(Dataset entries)
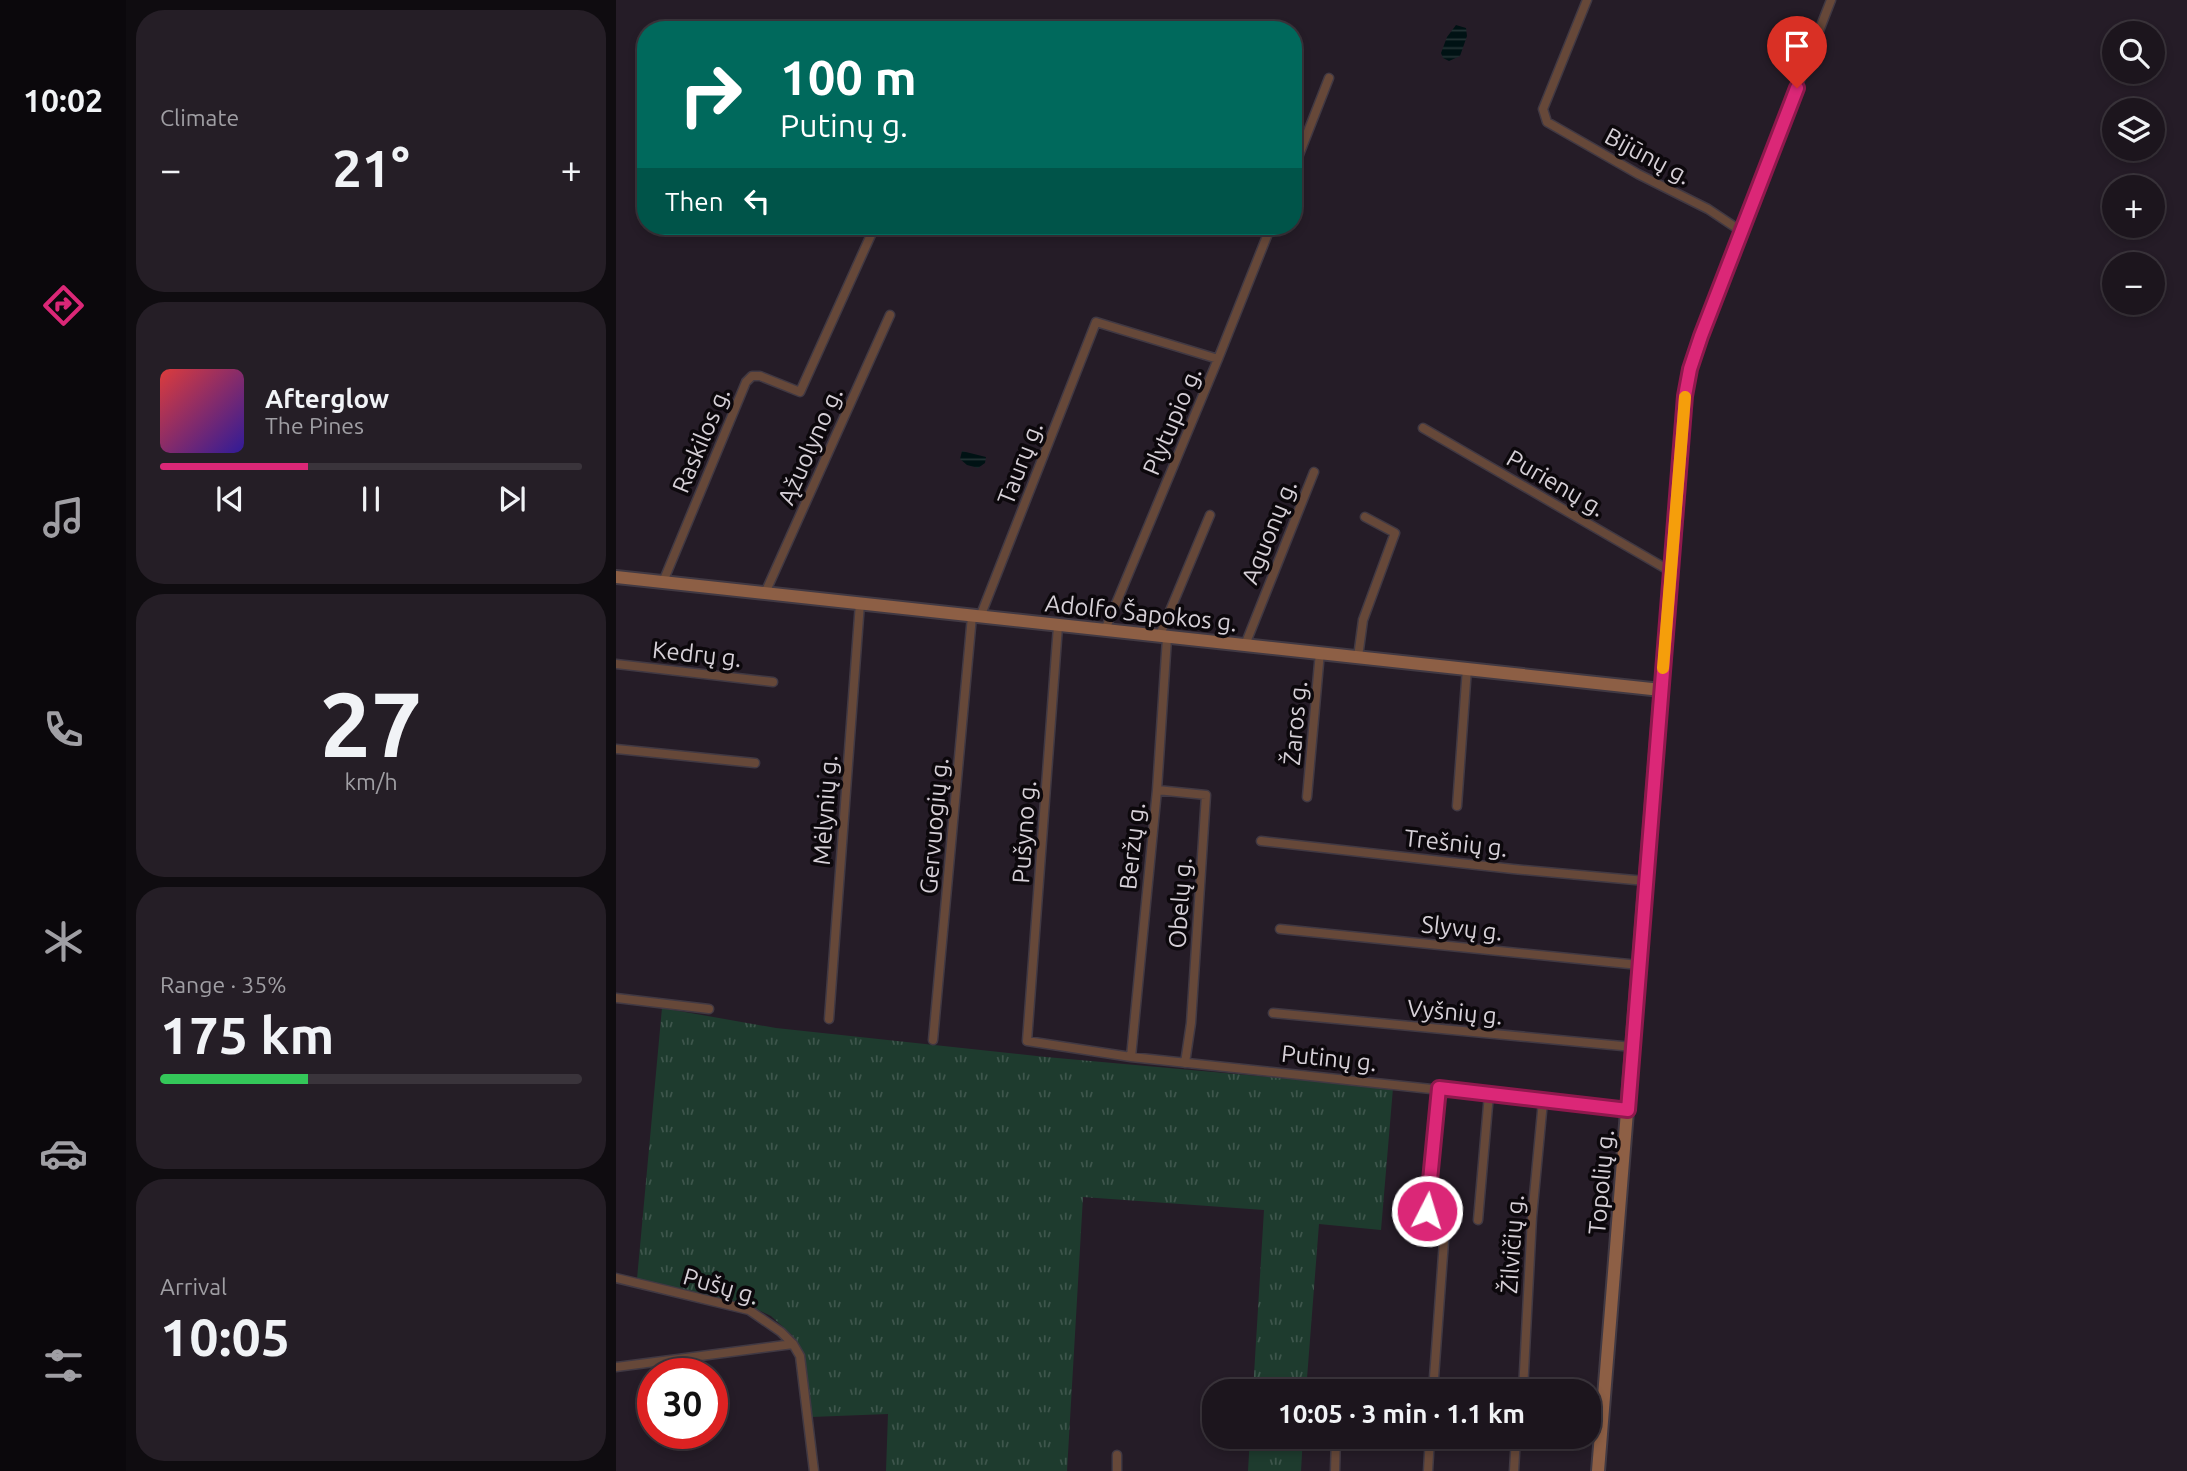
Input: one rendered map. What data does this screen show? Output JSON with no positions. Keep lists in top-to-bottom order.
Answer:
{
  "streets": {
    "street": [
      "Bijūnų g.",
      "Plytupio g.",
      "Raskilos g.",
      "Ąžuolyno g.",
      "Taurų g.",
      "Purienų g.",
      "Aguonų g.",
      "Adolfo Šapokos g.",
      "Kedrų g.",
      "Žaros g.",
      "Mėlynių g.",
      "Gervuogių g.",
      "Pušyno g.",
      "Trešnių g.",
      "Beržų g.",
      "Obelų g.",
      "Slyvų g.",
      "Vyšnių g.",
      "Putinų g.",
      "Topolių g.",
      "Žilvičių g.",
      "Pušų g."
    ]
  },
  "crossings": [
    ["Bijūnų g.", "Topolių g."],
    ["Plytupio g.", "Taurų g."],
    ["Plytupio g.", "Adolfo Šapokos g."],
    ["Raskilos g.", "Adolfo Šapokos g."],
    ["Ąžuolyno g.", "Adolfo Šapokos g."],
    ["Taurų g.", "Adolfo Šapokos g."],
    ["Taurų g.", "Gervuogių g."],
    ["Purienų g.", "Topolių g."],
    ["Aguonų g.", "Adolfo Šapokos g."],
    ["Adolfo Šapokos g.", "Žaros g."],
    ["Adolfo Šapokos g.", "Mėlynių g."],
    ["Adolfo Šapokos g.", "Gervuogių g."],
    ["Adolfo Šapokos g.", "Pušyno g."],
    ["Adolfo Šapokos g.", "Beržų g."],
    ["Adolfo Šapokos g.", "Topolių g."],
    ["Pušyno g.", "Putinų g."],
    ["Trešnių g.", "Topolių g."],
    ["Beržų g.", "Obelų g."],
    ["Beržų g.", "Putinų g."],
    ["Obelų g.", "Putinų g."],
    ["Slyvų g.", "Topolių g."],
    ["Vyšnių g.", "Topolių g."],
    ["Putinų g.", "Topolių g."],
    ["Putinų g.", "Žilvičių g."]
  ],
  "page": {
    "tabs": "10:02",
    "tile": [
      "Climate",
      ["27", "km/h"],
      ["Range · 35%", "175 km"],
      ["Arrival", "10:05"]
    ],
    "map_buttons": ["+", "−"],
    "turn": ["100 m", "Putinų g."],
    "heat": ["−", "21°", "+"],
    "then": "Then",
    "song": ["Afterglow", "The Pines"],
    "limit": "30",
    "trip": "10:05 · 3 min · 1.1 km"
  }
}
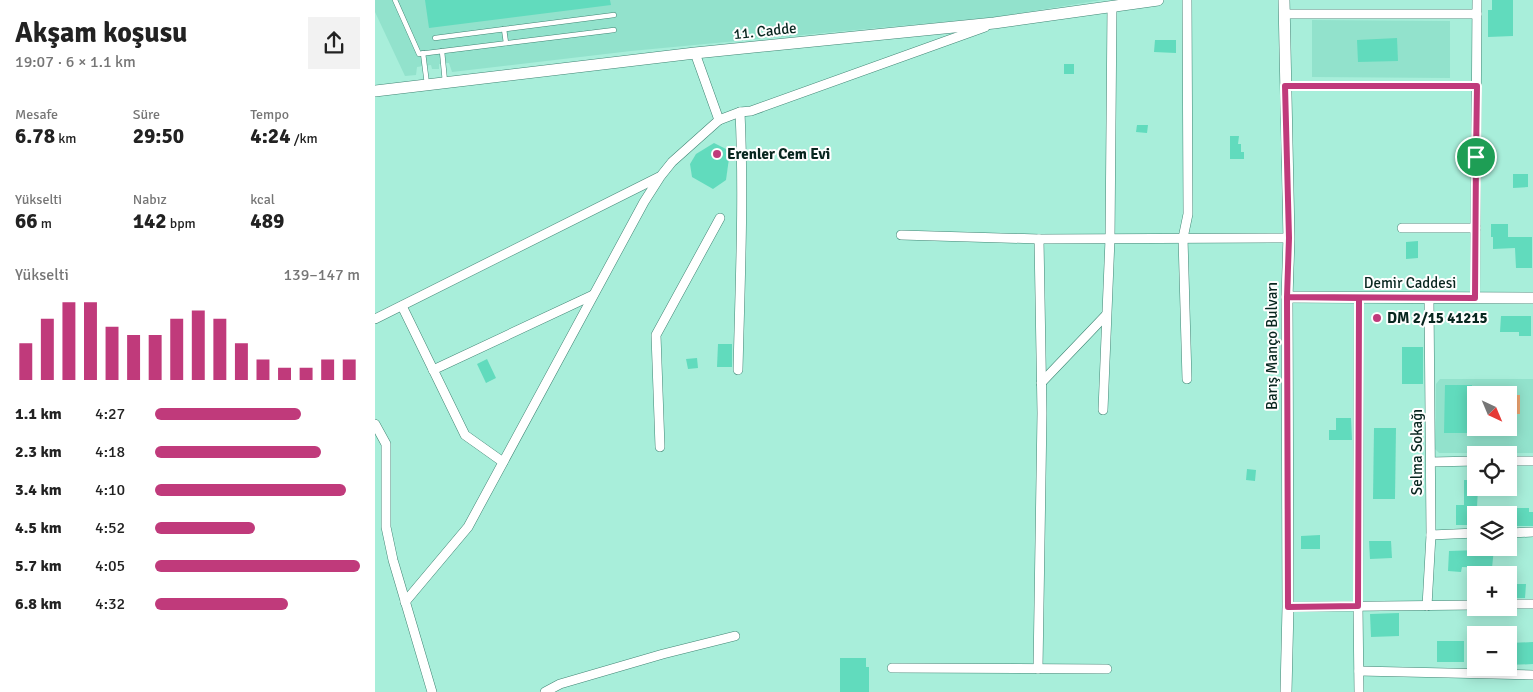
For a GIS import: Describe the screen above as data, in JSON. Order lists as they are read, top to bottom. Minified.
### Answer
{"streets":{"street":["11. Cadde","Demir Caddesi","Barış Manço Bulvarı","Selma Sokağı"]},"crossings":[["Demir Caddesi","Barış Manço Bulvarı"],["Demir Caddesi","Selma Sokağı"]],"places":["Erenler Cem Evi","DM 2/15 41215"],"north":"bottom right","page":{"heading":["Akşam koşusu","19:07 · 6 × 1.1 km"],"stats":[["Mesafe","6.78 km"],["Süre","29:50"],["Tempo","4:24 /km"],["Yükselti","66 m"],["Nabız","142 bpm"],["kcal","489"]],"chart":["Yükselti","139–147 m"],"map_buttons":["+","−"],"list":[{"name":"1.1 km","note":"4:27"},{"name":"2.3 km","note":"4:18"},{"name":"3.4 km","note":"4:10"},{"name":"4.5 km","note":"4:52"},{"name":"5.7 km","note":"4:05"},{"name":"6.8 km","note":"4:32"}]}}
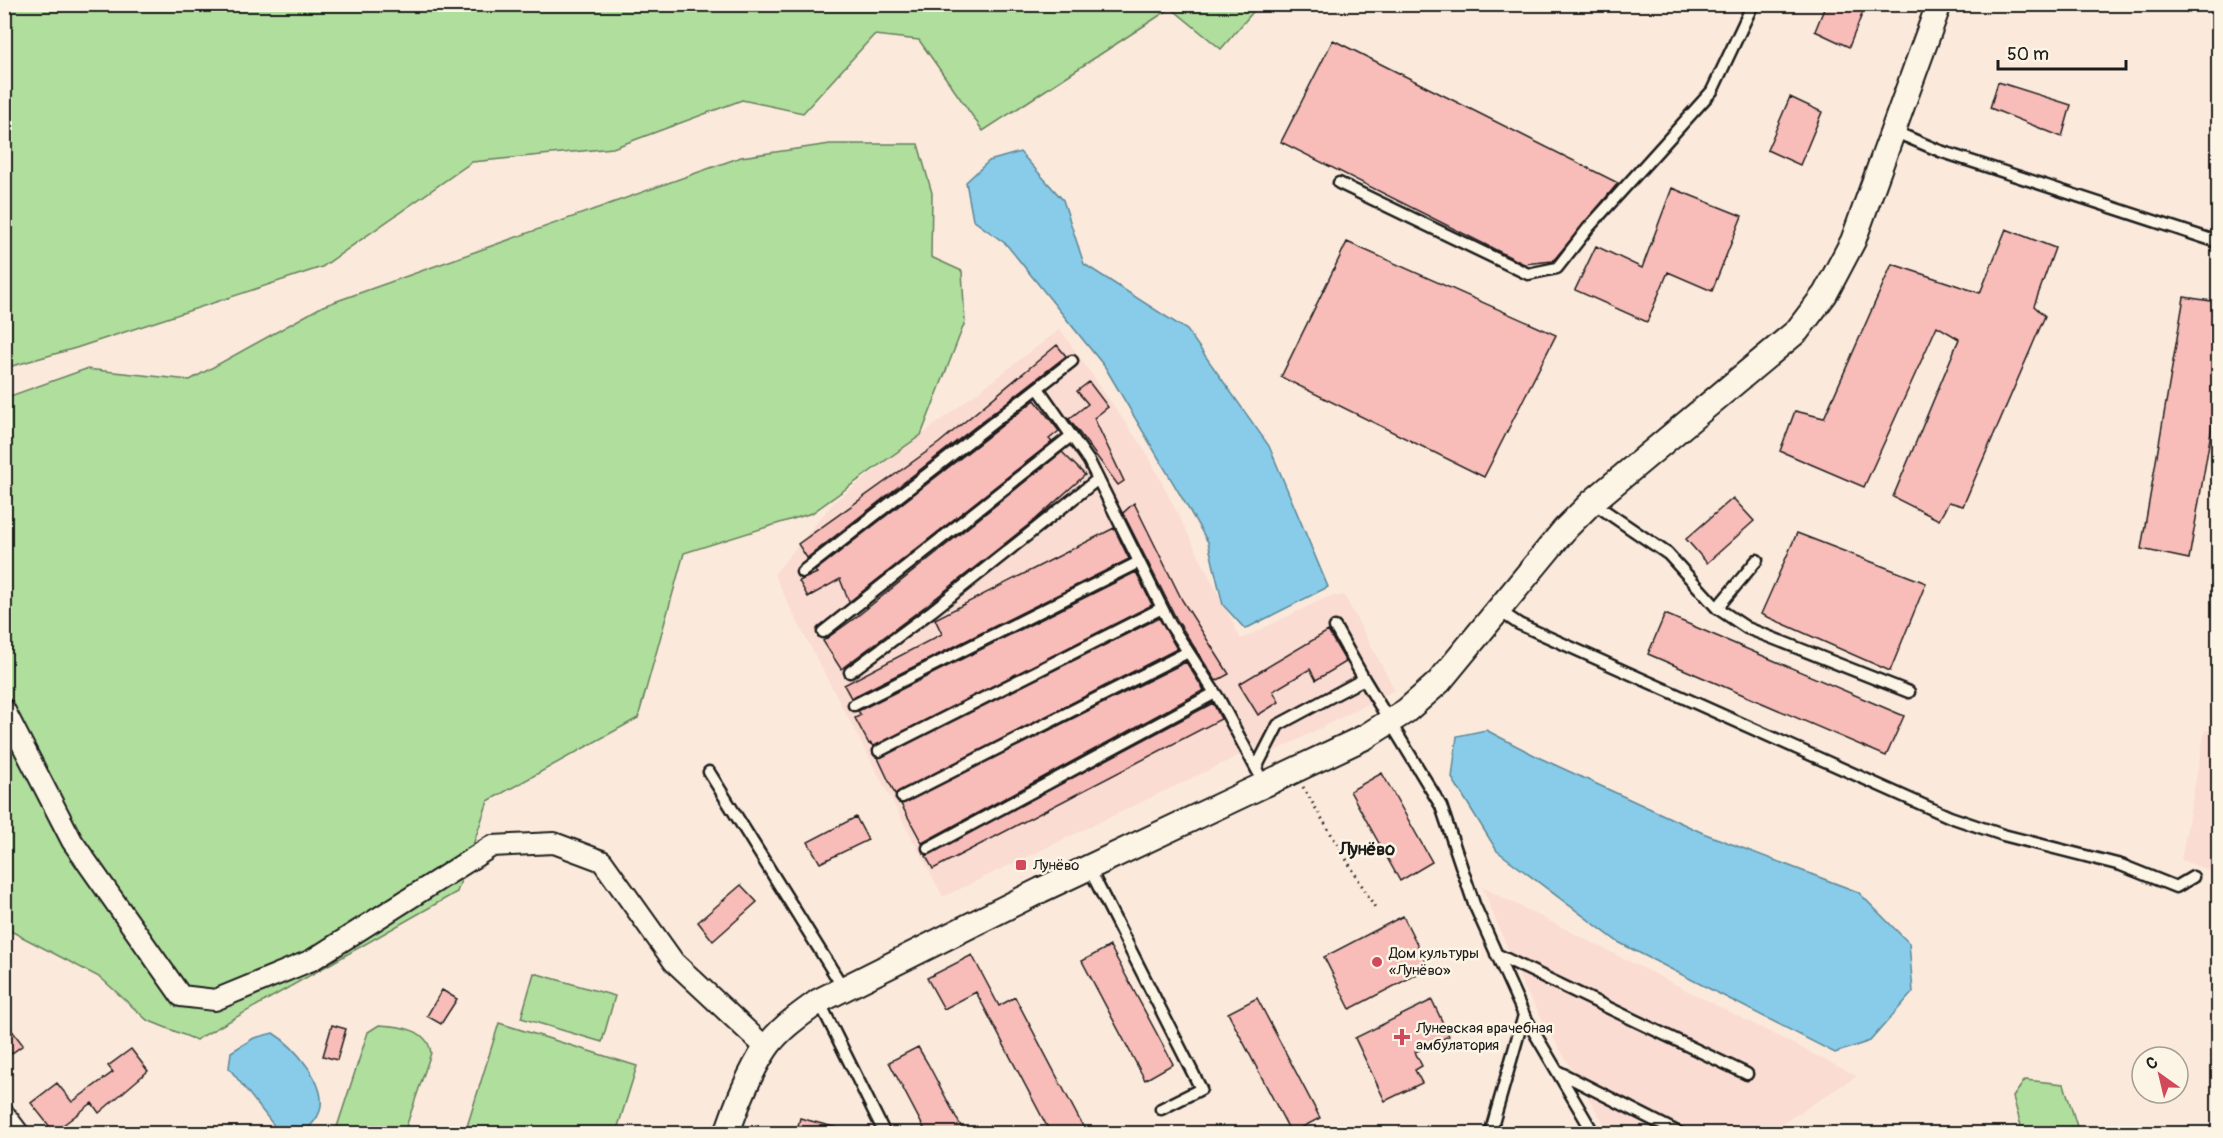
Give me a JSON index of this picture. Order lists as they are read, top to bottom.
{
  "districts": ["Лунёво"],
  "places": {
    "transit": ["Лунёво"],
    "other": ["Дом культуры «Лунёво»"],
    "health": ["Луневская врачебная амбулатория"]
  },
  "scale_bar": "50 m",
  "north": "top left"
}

▶ [PROBLEM TO SOLVE] Quote every record above exactly, omitting any pictures they contain.

▶ [WRITTEN RESPONSE]
Input: one rendered map. What data does this screen show? Output JSON with no positions. Keep lists in top-to-bottom order.
Answer:
{
  "streets": {
    "street": [
      "Bijūnų g.",
      "Plytupio g.",
      "Raskilos g.",
      "Ąžuolyno g.",
      "Taurų g.",
      "Purienų g.",
      "Aguonų g.",
      "Adolfo Šapokos g.",
      "Kedrų g.",
      "Žaros g.",
      "Mėlynių g.",
      "Gervuogių g.",
      "Pušyno g.",
      "Trešnių g.",
      "Beržų g.",
      "Obelų g.",
      "Slyvų g.",
      "Vyšnių g.",
      "Putinų g.",
      "Topolių g.",
      "Žilvičių g.",
      "Pušų g."
    ]
  },
  "crossings": [
    ["Bijūnų g.", "Topolių g."],
    ["Plytupio g.", "Taurų g."],
    ["Plytupio g.", "Adolfo Šapokos g."],
    ["Raskilos g.", "Adolfo Šapokos g."],
    ["Ąžuolyno g.", "Adolfo Šapokos g."],
    ["Taurų g.", "Adolfo Šapokos g."],
    ["Taurų g.", "Gervuogių g."],
    ["Purienų g.", "Topolių g."],
    ["Aguonų g.", "Adolfo Šapokos g."],
    ["Adolfo Šapokos g.", "Žaros g."],
    ["Adolfo Šapokos g.", "Mėlynių g."],
    ["Adolfo Šapokos g.", "Gervuogių g."],
    ["Adolfo Šapokos g.", "Pušyno g."],
    ["Adolfo Šapokos g.", "Beržų g."],
    ["Adolfo Šapokos g.", "Topolių g."],
    ["Pušyno g.", "Putinų g."],
    ["Trešnių g.", "Topolių g."],
    ["Beržų g.", "Obelų g."],
    ["Beržų g.", "Putinų g."],
    ["Obelų g.", "Putinų g."],
    ["Slyvų g.", "Topolių g."],
    ["Vyšnių g.", "Topolių g."],
    ["Putinų g.", "Topolių g."],
    ["Putinų g.", "Žilvičių g."]
  ],
  "page": {
    "tabs": "10:02",
    "tile": [
      "Climate",
      ["27", "km/h"],
      ["Range · 35%", "175 km"],
      ["Arrival", "10:05"]
    ],
    "map_buttons": ["+", "−"],
    "turn": ["100 m", "Putinų g."],
    "heat": ["−", "21°", "+"],
    "then": "Then",
    "song": ["Afterglow", "The Pines"],
    "limit": "30",
    "trip": "10:05 · 3 min · 1.1 km"
  }
}
For a GIS import: Describe the screen above as data, in JSON. Order lists as they are read, top to bottom. Minified.
### Answer
{"streets":{"street":["11. Cadde","Demir Caddesi","Barış Manço Bulvarı","Selma Sokağı"]},"crossings":[["Demir Caddesi","Barış Manço Bulvarı"],["Demir Caddesi","Selma Sokağı"]],"places":["Erenler Cem Evi","DM 2/15 41215"],"north":"bottom right","page":{"heading":["Akşam koşusu","19:07 · 6 × 1.1 km"],"stats":[["Mesafe","6.78 km"],["Süre","29:50"],["Tempo","4:24 /km"],["Yükselti","66 m"],["Nabız","142 bpm"],["kcal","489"]],"chart":["Yükselti","139–147 m"],"map_buttons":["+","−"],"list":[{"name":"1.1 km","note":"4:27"},{"name":"2.3 km","note":"4:18"},{"name":"3.4 km","note":"4:10"},{"name":"4.5 km","note":"4:52"},{"name":"5.7 km","note":"4:05"},{"name":"6.8 km","note":"4:32"}]}}
Give me a JSON index of this picture. Order lists as they are read, top to bottom.
{
  "districts": ["Лунёво"],
  "places": {
    "transit": ["Лунёво"],
    "other": ["Дом культуры «Лунёво»"],
    "health": ["Луневская врачебная амбулатория"]
  },
  "scale_bar": "50 m",
  "north": "top left"
}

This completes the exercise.